BEGIN
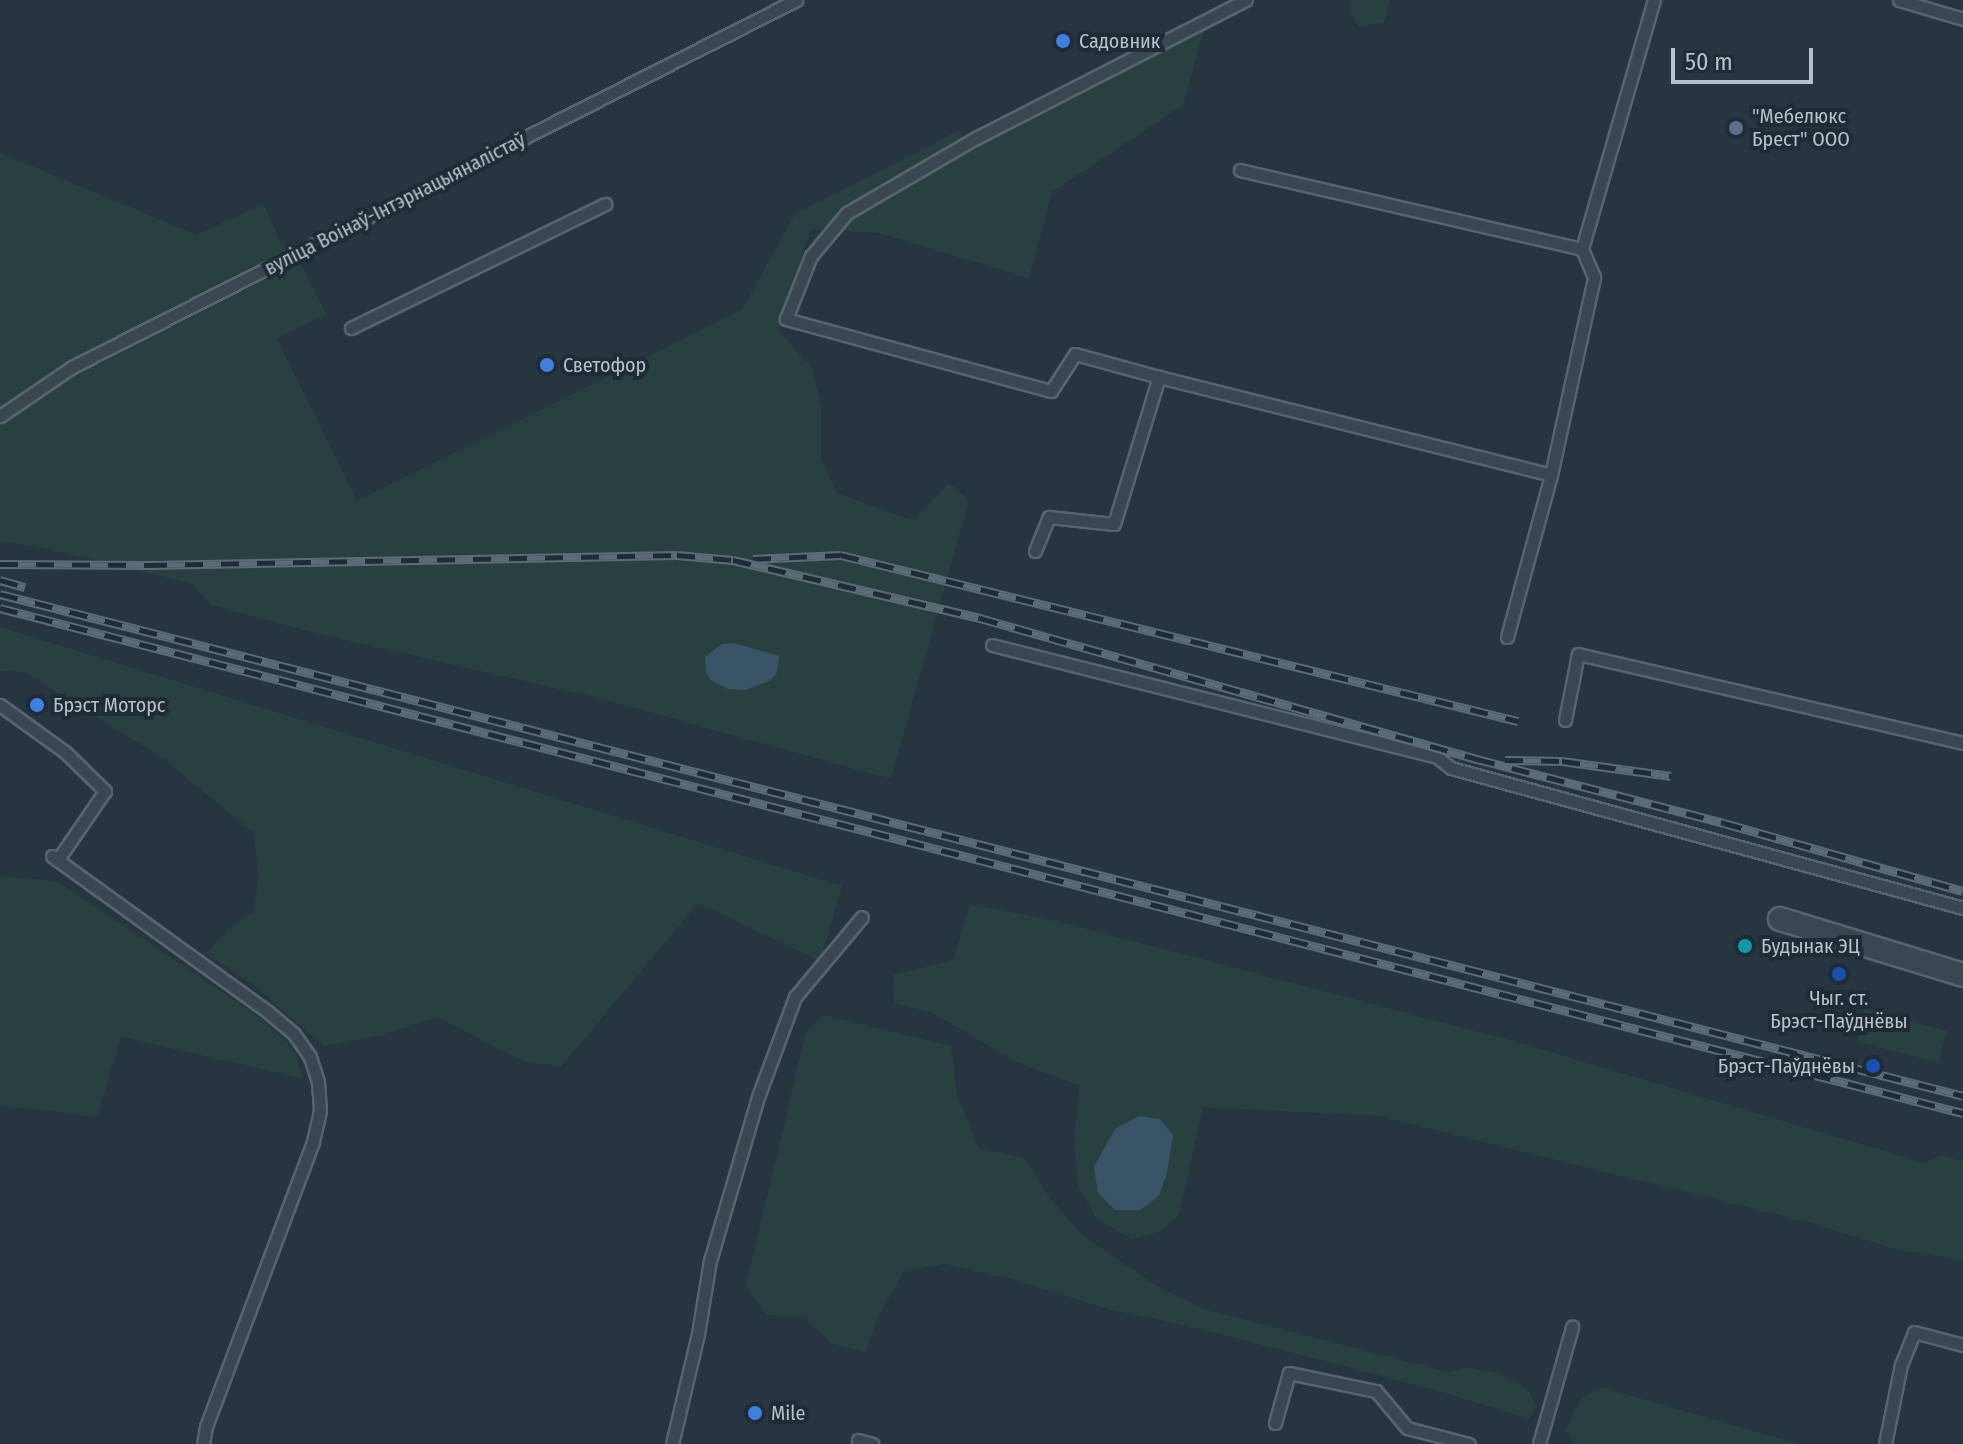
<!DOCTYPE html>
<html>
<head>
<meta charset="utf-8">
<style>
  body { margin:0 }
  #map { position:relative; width:1963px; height:1444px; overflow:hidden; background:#263540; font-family:"Fira Sans Condensed",sans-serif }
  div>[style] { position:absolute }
  .green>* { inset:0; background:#284140; transform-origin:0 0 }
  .water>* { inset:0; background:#395467 }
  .roads { filter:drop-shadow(2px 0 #58646d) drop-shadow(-2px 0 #58646d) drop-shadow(0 2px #58646d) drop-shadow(0 -2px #58646d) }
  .service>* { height:11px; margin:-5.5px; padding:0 5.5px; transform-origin:5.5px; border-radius:5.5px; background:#3a4750 }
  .minor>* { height:22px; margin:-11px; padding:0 11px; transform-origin:11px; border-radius:11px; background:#3a4750 }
  .rail>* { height:9px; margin-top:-4.5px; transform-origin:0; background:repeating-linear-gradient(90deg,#1f2c35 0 18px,#5c6c77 0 36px); box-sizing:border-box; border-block:2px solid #5c6c77 }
  .dots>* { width:22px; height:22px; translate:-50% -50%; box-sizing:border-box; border:4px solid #1f2c35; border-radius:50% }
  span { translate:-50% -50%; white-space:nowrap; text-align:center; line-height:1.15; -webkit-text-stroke:8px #1f2c35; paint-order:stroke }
  .poi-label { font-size:20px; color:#b6c1ca }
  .left { translate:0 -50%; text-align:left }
  .right { translate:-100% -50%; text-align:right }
  .street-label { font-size:20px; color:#b6c1ca }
  .scale { position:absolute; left:1671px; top:48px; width:142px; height:36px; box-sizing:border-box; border:4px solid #b6c1ca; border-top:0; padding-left:10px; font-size:24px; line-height:28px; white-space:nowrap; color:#b6c1ca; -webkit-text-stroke:6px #1f2c35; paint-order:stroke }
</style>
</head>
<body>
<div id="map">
  <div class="green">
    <div style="clip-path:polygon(1351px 0,1390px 0,1384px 23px,1359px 27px,1350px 14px)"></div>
    <div style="clip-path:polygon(1206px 22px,1183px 105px,1052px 192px,1029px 278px,878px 233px,811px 229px,778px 330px,812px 368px,821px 407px,821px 459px,837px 493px,914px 521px,949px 483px,969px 500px,891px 779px,598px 698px,314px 633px,211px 605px,193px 584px,35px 546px,0 542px,0 153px,197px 235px,263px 204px,280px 240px,301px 263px,326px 314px,277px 339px,357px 501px,742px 310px,795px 214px,960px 130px,964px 152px)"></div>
    <div style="clip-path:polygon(0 627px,842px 886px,820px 961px,698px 903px,561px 1067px,523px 1061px,437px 1017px,382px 1035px,324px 1046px,256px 987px,206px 953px,228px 929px,254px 911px,259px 876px,254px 833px,164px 759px,25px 672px,0 671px)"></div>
    <div style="clip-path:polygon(0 876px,57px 881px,259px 1017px,287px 1042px,297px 1057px,302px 1078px,121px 1037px,97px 1117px,0 1105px)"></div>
    <div style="clip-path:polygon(970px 904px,1061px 922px,1517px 1042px,1925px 1163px,1942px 1155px,1963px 1161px,1963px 1261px,1895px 1249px,1814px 1224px,1379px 1116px,1203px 1107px,1179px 1215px,1159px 1232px,1132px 1239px,1097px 1219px,1078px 1186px,1074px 1137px,1080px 1086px,1014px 1061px,935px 1014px,894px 1003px,893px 975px,953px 960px)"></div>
    <div style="left:1865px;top:1009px;width:85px;height:33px;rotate:15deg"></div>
    <div style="clip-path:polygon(823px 1015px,951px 1046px,957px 1094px,979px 1148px,1025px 1158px,1049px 1197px,1083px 1236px,1160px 1288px,1207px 1310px,1449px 1372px,1469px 1367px,1501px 1374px,1526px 1388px,1537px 1407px,1529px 1419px,1442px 1392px,1201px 1329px,1111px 1310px,1011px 1279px,944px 1264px,904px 1271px,876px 1321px,866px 1352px,832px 1344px,803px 1317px,766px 1315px,746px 1285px,806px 1032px)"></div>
    <div style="clip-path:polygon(1602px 1387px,1798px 1444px,1576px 1444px,1565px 1430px,1581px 1398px)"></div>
  </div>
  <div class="water">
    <div style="clip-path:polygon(734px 643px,779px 656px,777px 673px,769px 681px,745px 690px,728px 689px,711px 680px,706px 672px,705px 657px,722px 644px)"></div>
    <div style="clip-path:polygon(1139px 1116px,1160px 1119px,1173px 1135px,1167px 1173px,1159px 1195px,1150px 1203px,1140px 1210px,1115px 1210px,1098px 1193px,1094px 1167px,1115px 1129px)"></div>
  </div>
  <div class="roads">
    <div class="service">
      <div style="left:1899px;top:0;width:67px;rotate:16.5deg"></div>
      <div style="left:1582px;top:249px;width:259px;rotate:-73.9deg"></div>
      <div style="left:351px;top:328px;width:283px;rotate:-26deg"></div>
      <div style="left:1159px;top:377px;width:404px;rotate:14deg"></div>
      <div style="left:1551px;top:475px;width:203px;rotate:-77.7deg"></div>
      <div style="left:1594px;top:277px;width:30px;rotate:-113deg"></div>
      <div style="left:1582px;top:249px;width:351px;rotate:-167deg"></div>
      <div style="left:0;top:416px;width:87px;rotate:-34.2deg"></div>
      <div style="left:72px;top:367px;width:812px;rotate:-26.88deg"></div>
      <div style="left:1035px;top:551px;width:37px;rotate:-68deg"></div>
      <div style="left:1049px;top:517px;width:65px;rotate:6.1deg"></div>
      <div style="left:1114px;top:524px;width:154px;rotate:-73deg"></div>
      <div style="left:1159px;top:377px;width:87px;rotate:-164.7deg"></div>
      <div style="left:1075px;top:354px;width:44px;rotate:123deg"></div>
      <div style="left:1051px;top:391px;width:275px;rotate:-164.8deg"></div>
      <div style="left:786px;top:319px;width:68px;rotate:-68.4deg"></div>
      <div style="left:811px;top:256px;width:56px;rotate:-50.1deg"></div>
      <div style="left:847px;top:213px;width:149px;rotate:-30.2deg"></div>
      <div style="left:976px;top:138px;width:303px;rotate:-27.1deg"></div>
      <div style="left:1507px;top:637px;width:168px;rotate:-74.8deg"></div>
      <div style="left:992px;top:645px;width:459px;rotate:14.1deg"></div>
      <div style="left:1437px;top:757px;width:18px;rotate:38deg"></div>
      <div style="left:1451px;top:768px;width:531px;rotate:15.29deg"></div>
      <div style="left:0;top:705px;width:80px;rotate:35.9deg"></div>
      <div style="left:65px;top:752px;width:56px;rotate:44.3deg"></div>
      <div style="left:105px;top:791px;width:81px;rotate:124.5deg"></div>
      <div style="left:1565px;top:720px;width:67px;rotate:-78.9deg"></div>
      <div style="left:1578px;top:654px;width:395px;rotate:13deg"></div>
      <div style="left:52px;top:856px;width:266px;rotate:35.8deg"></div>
      <div style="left:268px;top:1012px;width:34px;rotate:40deg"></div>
      <div style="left:294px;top:1034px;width:28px;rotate:55deg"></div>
      <div style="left:310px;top:1057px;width:26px;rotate:72deg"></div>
      <div style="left:318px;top:1082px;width:29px;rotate:86deg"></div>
      <div style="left:320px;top:1111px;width:32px;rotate:103deg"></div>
      <div style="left:313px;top:1142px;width:303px;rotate:110.6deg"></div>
      <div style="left:206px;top:1426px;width:18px;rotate:99deg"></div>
      <div style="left:1275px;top:1423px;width:52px;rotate:-74.4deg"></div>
      <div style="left:1289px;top:1373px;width:89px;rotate:11.7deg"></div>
      <div style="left:1376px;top:1391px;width:48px;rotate:50deg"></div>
      <div style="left:1407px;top:1428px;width:64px;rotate:14.5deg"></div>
      <div style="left:858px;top:1440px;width:15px;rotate:16deg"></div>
      <div style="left:672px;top:1444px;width:113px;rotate:-76.7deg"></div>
      <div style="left:698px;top:1334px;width:74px;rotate:-80.7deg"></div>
      <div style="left:710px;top:1261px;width:171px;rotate:-73.7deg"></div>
      <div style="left:758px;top:1097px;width:107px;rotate:-69.7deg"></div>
      <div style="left:795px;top:997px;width:104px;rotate:-50.1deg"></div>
      <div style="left:1539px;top:1444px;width:122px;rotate:-74.2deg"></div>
      <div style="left:1885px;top:1444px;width:81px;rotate:-78.6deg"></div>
      <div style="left:1901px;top:1365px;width:35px;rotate:-68deg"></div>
      <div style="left:1914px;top:1332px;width:51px;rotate:14.9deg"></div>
    </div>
    <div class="minor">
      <div style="left:1780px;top:919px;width:191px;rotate:17deg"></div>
    </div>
  </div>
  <div class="rail">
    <div style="left:753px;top:559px;width:88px;rotate:-2.6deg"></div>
    <div style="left:841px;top:555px;width:697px;rotate:13.78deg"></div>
    <div style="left:0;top:564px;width:149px;rotate:0.4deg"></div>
    <div style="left:149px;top:565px;width:528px;rotate:-1.09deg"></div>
    <div style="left:677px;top:555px;width:56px;rotate:5.1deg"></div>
    <div style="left:733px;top:560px;width:254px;rotate:13.2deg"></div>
    <div style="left:980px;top:618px;width:517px;rotate:15.84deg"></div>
    <div style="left:1477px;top:759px;width:255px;rotate:14.5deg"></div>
    <div style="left:1724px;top:823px;width:248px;rotate:15.9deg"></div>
    <div style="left:0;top:580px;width:26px;rotate:16deg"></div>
    <div style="left:0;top:594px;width:2026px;rotate:14.34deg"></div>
    <div style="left:0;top:608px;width:2027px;rotate:14.43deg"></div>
    <div style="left:1505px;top:760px;width:57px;rotate:1deg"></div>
    <div style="left:1562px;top:761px;width:110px;rotate:7.8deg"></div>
  </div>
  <div class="dots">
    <div style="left:1063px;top:41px;background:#3f7fe0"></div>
    <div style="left:1736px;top:128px;background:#5c6f8a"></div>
    <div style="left:547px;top:365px;background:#3f7fe0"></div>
    <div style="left:37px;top:705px;background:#3f7fe0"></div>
    <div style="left:1745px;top:946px;background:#0f9aa8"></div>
    <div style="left:1839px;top:974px;background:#1a4fb4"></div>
    <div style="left:1873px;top:1066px;background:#1a4fb4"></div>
    <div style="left:755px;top:1413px;background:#3f7fe0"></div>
  </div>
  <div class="poi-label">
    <span class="left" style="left:1079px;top:41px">Садовник</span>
    <span class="left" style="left:1752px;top:128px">"Мебелюкс<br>Брест" ООО</span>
    <span class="left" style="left:563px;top:365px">Светофор</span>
    <span class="left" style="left:53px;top:705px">Брэст Моторс</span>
    <span class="left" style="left:1761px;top:946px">Будынак ЭЦ</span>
    <span style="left:1839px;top:1010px">Чыг. ст.<br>Брэст-Паўднёвы</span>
    <span class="right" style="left:1855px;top:1066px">Брэст-Паўднёвы</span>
    <span class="left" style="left:771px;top:1413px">Mile</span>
  </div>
  <div class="street-label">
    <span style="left:395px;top:204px;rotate:-27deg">вуліца Воінаў-Інтэрнацыяналістаў</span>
  </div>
  <div class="scale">50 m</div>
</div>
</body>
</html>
END
▸ **What to do**: Set out exactly, and only, the lines between the first line of the listing and the line containing "height:11px; margin:-5.5px; padding:0", counting both, while leaving every picture out.

▸ **Exercise result**:
<!DOCTYPE html>
<html>
<head>
<meta charset="utf-8">
<style>
  body { margin:0 }
  #map { position:relative; width:1963px; height:1444px; overflow:hidden; background:#263540; font-family:"Fira Sans Condensed",sans-serif }
  div>[style] { position:absolute }
  .green>* { inset:0; background:#284140; transform-origin:0 0 }
  .water>* { inset:0; background:#395467 }
  .roads { filter:drop-shadow(2px 0 #58646d) drop-shadow(-2px 0 #58646d) drop-shadow(0 2px #58646d) drop-shadow(0 -2px #58646d) }
  .service>* { height:11px; margin:-5.5px; padding:0 5.5px; transform-origin:5.5px; border-radius:5.5px; background:#3a4750 }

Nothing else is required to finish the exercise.